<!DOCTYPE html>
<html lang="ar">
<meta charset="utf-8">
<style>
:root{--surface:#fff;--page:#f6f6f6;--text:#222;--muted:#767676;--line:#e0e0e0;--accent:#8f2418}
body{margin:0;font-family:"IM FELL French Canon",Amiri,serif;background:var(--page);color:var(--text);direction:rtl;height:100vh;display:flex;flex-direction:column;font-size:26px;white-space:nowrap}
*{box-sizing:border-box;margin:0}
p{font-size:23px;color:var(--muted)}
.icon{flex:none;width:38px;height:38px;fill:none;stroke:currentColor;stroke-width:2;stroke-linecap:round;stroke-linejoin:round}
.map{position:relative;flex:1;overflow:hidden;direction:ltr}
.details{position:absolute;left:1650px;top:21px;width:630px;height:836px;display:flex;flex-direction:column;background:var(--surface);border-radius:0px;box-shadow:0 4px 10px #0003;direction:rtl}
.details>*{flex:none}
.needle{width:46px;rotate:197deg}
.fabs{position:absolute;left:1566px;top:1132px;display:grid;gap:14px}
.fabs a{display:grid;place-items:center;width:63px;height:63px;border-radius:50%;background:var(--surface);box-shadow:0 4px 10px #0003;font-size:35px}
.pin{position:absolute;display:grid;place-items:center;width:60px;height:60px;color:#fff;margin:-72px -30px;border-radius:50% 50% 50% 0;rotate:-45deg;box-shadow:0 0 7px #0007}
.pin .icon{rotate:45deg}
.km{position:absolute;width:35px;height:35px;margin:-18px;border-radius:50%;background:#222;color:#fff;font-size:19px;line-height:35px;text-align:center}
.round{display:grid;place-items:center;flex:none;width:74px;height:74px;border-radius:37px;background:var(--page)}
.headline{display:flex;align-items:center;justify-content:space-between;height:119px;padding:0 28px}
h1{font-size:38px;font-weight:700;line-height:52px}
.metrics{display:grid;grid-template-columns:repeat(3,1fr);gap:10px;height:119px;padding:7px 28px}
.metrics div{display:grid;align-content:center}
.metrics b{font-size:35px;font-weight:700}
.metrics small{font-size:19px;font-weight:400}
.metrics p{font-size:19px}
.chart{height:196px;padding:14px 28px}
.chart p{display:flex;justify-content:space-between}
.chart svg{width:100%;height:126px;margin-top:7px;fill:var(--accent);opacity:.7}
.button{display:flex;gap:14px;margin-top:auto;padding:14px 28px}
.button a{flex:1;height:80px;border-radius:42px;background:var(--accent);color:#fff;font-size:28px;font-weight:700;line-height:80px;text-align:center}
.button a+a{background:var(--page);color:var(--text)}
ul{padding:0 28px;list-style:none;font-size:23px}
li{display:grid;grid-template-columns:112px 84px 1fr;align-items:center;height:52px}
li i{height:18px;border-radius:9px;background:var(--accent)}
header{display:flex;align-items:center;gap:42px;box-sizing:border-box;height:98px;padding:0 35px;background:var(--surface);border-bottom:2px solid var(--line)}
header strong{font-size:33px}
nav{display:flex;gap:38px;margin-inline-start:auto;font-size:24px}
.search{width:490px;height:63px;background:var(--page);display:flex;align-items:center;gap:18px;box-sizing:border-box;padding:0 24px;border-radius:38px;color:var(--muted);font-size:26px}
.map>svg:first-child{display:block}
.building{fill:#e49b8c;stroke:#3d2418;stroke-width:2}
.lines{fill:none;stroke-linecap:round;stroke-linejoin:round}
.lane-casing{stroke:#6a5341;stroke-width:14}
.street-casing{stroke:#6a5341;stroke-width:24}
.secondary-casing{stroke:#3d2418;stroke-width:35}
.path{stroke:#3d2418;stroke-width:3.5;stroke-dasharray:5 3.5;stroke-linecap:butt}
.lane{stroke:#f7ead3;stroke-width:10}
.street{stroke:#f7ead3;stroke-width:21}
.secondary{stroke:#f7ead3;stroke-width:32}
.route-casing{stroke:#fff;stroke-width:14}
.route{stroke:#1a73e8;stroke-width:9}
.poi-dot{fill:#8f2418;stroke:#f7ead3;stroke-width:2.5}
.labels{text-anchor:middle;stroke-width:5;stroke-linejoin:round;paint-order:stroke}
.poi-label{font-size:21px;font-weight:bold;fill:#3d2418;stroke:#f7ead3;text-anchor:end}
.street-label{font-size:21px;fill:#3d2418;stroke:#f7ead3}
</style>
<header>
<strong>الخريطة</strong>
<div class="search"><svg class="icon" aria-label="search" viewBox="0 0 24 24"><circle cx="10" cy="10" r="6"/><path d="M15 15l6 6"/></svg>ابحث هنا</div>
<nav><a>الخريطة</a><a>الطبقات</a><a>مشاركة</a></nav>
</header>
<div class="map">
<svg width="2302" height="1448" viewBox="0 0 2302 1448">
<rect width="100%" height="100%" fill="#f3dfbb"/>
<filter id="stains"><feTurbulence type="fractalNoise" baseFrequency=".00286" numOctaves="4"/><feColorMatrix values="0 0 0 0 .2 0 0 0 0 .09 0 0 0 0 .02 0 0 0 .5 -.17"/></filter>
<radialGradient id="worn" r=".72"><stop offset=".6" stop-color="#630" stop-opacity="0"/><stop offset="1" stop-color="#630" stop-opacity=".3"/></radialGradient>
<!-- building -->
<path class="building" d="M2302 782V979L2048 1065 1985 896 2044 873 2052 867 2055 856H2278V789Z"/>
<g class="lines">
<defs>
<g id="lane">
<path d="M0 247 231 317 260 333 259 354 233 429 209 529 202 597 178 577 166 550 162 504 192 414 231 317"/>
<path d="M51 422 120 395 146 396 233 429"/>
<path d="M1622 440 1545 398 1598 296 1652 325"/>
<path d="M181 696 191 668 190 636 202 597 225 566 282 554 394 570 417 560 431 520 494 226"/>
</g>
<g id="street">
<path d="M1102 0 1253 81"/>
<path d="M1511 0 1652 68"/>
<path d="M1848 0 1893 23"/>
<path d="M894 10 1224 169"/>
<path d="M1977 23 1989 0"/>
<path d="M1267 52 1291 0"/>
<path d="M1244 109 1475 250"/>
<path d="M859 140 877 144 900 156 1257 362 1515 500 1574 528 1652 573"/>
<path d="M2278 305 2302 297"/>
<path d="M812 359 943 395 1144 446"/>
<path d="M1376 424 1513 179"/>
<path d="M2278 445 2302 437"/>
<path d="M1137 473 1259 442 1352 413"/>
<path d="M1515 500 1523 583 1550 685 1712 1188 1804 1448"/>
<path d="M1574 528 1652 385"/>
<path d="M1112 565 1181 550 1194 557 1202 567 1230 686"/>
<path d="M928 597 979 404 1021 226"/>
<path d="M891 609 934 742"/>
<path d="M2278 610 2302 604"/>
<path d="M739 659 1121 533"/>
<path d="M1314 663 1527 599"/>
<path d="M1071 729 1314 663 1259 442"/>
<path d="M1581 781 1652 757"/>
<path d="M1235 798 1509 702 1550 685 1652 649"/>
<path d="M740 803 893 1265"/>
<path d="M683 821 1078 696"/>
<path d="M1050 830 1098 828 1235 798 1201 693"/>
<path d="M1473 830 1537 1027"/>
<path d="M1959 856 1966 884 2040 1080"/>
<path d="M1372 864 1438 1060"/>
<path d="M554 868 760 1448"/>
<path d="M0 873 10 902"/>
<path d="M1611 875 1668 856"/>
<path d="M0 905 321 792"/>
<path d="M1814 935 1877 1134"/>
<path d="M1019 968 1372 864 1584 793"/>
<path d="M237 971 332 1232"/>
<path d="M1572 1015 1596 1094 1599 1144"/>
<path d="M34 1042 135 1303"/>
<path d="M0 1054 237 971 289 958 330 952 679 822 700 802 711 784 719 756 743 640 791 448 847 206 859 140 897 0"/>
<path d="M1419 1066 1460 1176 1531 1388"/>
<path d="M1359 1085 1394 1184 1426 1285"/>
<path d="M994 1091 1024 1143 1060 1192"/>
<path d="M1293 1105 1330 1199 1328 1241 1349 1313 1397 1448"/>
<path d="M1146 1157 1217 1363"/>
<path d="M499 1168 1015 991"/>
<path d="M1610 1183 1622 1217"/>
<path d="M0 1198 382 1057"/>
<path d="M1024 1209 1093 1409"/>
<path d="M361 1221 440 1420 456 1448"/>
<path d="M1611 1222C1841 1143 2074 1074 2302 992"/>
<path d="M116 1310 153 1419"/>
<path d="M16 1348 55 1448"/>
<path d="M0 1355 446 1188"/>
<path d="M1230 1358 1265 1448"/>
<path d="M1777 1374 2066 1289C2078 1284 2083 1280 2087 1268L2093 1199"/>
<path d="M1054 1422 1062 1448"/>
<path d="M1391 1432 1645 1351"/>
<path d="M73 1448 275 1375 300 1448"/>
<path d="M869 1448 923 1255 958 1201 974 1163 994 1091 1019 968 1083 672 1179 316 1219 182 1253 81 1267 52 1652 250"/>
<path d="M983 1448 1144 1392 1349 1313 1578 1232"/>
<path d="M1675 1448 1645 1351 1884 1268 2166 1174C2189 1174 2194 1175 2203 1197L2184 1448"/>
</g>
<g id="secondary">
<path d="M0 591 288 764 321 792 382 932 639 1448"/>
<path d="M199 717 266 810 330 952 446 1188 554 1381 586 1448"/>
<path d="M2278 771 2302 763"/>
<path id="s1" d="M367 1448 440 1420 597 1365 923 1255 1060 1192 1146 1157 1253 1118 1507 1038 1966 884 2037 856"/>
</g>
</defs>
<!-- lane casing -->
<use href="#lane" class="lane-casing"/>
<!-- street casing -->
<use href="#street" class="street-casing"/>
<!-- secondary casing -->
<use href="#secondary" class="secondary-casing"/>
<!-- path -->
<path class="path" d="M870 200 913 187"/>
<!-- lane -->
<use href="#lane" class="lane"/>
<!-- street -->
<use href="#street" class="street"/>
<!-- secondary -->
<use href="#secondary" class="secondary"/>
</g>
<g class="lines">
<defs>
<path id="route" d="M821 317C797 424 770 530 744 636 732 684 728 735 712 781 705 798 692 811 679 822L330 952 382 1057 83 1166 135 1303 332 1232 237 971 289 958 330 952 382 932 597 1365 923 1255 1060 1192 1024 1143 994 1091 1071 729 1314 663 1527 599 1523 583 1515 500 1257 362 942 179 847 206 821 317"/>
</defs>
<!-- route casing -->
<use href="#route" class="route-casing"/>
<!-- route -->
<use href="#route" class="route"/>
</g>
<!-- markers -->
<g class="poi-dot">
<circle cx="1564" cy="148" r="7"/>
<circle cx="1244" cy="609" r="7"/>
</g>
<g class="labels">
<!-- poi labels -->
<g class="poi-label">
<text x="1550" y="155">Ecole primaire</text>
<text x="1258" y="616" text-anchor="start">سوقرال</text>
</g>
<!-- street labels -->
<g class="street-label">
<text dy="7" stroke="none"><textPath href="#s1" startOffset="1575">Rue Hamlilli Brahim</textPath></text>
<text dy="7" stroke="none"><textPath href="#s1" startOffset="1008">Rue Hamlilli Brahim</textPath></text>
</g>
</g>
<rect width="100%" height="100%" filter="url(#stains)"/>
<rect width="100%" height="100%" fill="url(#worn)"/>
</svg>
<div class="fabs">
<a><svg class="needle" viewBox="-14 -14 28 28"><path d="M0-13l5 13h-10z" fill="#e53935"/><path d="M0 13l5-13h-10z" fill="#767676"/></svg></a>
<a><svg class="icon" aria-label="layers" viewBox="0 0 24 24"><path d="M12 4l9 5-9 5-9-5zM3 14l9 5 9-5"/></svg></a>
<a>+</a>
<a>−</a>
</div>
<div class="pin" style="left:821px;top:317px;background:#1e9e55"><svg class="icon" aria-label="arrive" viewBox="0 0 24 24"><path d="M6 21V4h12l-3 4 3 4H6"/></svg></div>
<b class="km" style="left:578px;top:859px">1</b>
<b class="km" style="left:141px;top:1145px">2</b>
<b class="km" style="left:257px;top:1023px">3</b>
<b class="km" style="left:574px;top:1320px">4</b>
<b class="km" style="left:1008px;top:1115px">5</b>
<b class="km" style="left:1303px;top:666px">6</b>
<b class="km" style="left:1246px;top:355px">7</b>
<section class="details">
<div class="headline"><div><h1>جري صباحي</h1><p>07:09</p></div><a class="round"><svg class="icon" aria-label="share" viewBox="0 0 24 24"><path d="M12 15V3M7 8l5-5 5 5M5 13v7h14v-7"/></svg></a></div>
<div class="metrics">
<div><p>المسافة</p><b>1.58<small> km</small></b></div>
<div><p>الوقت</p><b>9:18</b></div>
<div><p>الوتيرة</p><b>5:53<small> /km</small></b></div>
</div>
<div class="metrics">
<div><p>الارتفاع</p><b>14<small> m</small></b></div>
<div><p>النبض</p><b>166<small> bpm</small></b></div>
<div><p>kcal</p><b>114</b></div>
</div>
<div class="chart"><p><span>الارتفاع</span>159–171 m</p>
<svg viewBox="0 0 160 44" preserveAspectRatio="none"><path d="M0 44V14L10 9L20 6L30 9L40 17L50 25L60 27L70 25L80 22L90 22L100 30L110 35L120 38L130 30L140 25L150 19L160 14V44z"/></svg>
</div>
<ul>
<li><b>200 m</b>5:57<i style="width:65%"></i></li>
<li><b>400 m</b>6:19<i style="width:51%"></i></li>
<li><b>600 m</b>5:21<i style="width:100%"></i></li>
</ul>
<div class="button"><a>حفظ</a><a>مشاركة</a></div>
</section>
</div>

__Your objective__: For the string "linecap", report how many lines of the records contain it, giving the number only.

__Reply__: 3